------ Materials provided ------

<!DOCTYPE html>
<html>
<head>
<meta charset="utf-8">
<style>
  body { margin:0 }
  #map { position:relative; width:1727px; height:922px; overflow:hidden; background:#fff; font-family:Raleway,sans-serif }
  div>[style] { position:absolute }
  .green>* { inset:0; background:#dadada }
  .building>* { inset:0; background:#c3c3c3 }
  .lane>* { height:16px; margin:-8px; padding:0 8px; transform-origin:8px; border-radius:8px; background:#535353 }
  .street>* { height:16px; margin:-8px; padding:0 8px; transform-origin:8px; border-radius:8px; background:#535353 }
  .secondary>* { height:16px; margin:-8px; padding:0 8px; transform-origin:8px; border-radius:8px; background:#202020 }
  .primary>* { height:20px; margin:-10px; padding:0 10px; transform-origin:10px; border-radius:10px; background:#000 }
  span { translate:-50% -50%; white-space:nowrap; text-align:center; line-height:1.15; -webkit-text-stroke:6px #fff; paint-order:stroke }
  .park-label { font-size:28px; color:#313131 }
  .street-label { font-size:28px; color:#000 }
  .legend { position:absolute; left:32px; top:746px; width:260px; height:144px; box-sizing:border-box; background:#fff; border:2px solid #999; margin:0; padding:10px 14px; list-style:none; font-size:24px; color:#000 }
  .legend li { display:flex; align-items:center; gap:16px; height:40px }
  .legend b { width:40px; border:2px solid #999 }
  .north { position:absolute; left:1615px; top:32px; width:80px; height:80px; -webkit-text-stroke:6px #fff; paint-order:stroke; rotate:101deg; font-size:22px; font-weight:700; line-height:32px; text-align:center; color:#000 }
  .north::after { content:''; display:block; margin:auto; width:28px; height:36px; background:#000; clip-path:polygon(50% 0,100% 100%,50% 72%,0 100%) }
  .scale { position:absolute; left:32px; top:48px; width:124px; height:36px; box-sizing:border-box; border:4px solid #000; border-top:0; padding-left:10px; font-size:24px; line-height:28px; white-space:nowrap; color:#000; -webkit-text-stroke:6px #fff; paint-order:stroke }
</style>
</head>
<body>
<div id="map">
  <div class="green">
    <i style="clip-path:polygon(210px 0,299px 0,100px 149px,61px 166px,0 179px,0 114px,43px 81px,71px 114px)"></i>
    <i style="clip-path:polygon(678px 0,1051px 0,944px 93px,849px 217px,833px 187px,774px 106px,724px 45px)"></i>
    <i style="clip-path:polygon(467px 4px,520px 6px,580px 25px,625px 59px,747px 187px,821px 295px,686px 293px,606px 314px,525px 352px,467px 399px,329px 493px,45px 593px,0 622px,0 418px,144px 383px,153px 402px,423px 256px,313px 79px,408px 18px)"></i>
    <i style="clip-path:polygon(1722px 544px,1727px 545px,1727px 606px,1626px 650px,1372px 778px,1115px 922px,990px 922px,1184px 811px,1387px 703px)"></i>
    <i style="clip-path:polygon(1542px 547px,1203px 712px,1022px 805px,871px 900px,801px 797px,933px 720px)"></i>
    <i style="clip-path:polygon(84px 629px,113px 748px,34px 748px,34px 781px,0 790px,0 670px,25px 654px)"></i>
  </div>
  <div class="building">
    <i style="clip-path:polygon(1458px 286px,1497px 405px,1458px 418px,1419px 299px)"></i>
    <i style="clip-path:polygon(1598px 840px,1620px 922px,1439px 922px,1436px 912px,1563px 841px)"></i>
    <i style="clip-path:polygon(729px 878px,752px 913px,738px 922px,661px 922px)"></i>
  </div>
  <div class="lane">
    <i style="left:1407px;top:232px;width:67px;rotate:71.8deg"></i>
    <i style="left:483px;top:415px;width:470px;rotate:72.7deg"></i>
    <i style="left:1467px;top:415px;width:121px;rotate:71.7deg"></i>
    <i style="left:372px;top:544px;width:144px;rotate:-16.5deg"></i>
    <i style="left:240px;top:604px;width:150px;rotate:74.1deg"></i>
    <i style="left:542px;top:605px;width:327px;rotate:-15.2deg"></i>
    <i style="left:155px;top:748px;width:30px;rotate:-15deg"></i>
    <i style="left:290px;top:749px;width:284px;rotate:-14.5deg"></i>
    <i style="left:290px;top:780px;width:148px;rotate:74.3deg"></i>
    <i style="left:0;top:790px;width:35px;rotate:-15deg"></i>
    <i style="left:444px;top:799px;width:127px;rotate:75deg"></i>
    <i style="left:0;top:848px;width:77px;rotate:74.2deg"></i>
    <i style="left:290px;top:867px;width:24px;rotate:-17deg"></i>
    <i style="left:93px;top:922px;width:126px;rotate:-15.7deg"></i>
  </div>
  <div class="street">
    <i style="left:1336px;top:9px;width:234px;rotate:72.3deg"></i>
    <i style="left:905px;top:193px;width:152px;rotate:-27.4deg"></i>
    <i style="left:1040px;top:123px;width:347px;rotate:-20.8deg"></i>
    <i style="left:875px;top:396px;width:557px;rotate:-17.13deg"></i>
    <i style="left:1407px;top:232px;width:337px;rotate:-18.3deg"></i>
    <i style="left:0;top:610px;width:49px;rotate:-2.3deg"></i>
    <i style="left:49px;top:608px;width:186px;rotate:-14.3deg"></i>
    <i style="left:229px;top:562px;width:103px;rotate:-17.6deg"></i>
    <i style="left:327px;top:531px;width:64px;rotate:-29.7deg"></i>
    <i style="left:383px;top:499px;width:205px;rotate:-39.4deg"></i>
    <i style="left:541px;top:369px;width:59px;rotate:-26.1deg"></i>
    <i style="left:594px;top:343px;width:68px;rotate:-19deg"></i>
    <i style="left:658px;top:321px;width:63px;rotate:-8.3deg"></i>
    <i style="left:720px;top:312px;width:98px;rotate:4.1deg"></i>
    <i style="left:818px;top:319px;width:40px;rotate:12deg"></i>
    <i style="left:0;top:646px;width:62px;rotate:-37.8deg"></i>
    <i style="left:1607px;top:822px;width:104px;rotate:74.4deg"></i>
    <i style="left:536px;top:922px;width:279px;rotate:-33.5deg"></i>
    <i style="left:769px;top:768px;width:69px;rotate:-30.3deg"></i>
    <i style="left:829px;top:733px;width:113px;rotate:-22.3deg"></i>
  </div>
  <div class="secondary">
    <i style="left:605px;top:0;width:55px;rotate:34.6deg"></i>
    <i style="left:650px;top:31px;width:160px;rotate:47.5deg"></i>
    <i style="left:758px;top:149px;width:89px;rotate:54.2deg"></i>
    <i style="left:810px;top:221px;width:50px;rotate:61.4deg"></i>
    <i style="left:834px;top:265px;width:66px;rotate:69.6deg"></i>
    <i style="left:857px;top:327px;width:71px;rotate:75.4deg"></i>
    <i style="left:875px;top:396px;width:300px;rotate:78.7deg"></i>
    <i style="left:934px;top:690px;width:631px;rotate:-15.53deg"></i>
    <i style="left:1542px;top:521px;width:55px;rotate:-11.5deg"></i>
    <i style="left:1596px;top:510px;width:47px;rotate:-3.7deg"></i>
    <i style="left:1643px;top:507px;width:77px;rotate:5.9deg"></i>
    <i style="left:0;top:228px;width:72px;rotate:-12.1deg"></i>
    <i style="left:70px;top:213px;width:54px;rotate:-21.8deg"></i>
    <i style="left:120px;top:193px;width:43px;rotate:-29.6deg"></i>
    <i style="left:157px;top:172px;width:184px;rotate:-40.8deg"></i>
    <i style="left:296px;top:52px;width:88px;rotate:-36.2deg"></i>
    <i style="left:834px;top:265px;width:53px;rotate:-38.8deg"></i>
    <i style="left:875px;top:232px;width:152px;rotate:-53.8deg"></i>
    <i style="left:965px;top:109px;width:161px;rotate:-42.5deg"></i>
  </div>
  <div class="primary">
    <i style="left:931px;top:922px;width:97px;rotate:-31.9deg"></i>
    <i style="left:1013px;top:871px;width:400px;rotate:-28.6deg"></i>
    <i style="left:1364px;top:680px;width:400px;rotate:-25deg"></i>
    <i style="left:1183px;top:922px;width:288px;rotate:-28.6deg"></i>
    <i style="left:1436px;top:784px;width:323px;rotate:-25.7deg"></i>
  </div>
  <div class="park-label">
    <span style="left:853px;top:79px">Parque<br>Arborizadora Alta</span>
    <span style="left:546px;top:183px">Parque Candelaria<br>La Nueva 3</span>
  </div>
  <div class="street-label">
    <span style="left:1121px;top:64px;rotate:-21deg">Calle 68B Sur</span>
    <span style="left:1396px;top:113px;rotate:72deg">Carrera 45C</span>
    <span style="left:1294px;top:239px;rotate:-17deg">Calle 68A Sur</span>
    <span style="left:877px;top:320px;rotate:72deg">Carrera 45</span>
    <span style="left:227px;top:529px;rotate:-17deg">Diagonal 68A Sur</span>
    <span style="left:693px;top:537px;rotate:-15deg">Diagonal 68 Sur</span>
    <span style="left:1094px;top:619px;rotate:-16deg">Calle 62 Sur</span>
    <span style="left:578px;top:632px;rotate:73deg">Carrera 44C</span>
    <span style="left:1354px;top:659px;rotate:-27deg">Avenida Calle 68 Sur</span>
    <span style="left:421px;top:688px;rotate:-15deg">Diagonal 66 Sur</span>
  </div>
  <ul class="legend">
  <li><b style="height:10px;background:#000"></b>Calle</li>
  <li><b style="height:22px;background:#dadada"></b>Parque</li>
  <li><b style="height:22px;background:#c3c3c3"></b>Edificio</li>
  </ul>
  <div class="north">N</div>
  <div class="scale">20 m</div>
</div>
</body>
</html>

------

**Work order:** When copying the data above, please keep exactly the lines from its first line through the line with "display:flex; align-items:center; gap:16px;", both ends included, and drop the rest.

**Exercise response:**
<!DOCTYPE html>
<html>
<head>
<meta charset="utf-8">
<style>
  body { margin:0 }
  #map { position:relative; width:1727px; height:922px; overflow:hidden; background:#fff; font-family:Raleway,sans-serif }
  div>[style] { position:absolute }
  .green>* { inset:0; background:#dadada }
  .building>* { inset:0; background:#c3c3c3 }
  .lane>* { height:16px; margin:-8px; padding:0 8px; transform-origin:8px; border-radius:8px; background:#535353 }
  .street>* { height:16px; margin:-8px; padding:0 8px; transform-origin:8px; border-radius:8px; background:#535353 }
  .secondary>* { height:16px; margin:-8px; padding:0 8px; transform-origin:8px; border-radius:8px; background:#202020 }
  .primary>* { height:20px; margin:-10px; padding:0 10px; transform-origin:10px; border-radius:10px; background:#000 }
  span { translate:-50% -50%; white-space:nowrap; text-align:center; line-height:1.15; -webkit-text-stroke:6px #fff; paint-order:stroke }
  .park-label { font-size:28px; color:#313131 }
  .street-label { font-size:28px; color:#000 }
  .legend { position:absolute; left:32px; top:746px; width:260px; height:144px; box-sizing:border-box; background:#fff; border:2px solid #999; margin:0; padding:10px 14px; list-style:none; font-size:24px; color:#000 }
  .legend li { display:flex; align-items:center; gap:16px; height:40px }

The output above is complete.